*Instructions to follow:* Please filter the data down to the lines that include the word "image" and copy them.

*Task data:*
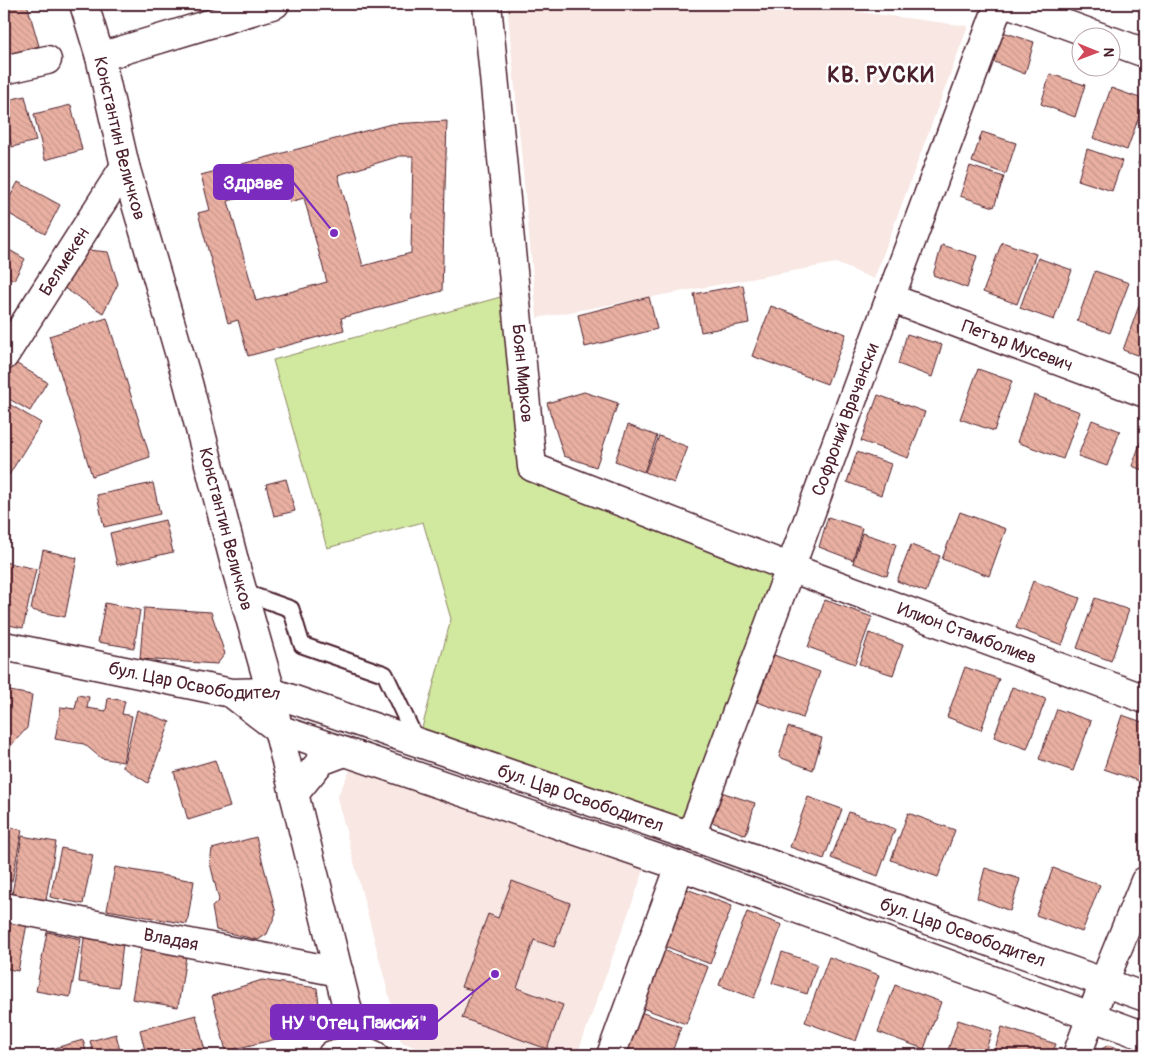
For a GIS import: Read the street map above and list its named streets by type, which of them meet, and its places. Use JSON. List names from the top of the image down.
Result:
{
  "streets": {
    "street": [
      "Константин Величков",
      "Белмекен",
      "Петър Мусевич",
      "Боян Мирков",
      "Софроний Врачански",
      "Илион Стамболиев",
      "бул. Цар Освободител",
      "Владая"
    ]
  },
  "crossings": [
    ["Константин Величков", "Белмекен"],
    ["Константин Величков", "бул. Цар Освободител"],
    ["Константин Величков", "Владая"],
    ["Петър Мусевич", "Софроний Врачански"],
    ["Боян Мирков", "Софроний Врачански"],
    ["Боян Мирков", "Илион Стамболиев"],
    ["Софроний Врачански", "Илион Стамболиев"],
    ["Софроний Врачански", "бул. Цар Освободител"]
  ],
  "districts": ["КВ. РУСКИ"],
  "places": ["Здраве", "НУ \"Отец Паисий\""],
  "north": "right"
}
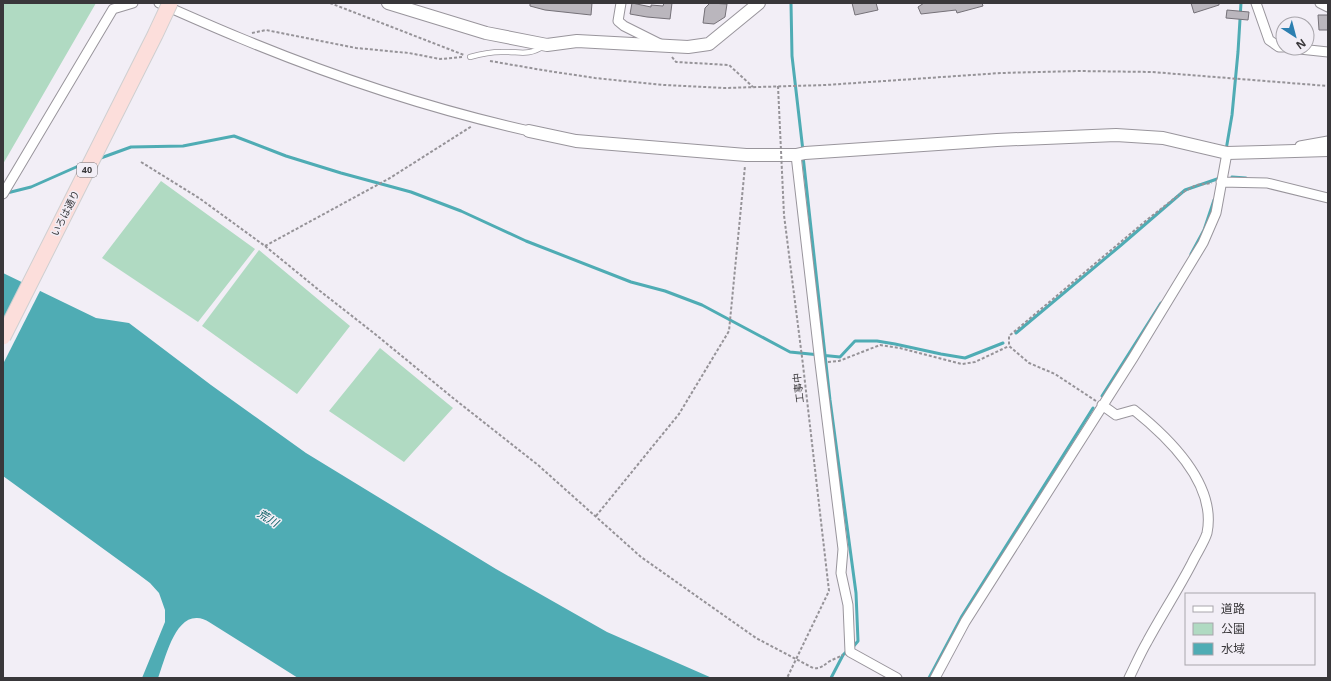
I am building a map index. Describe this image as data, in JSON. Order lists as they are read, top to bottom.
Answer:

*Answer to this task:*
For a GIS import: Read the street map above and list its named streets by type, which of them meet, and its places. Use JSON. List names from the top of the image down.
I am building a map index. Describe this image as data, in JSON. Order lists as they are read, top to bottom.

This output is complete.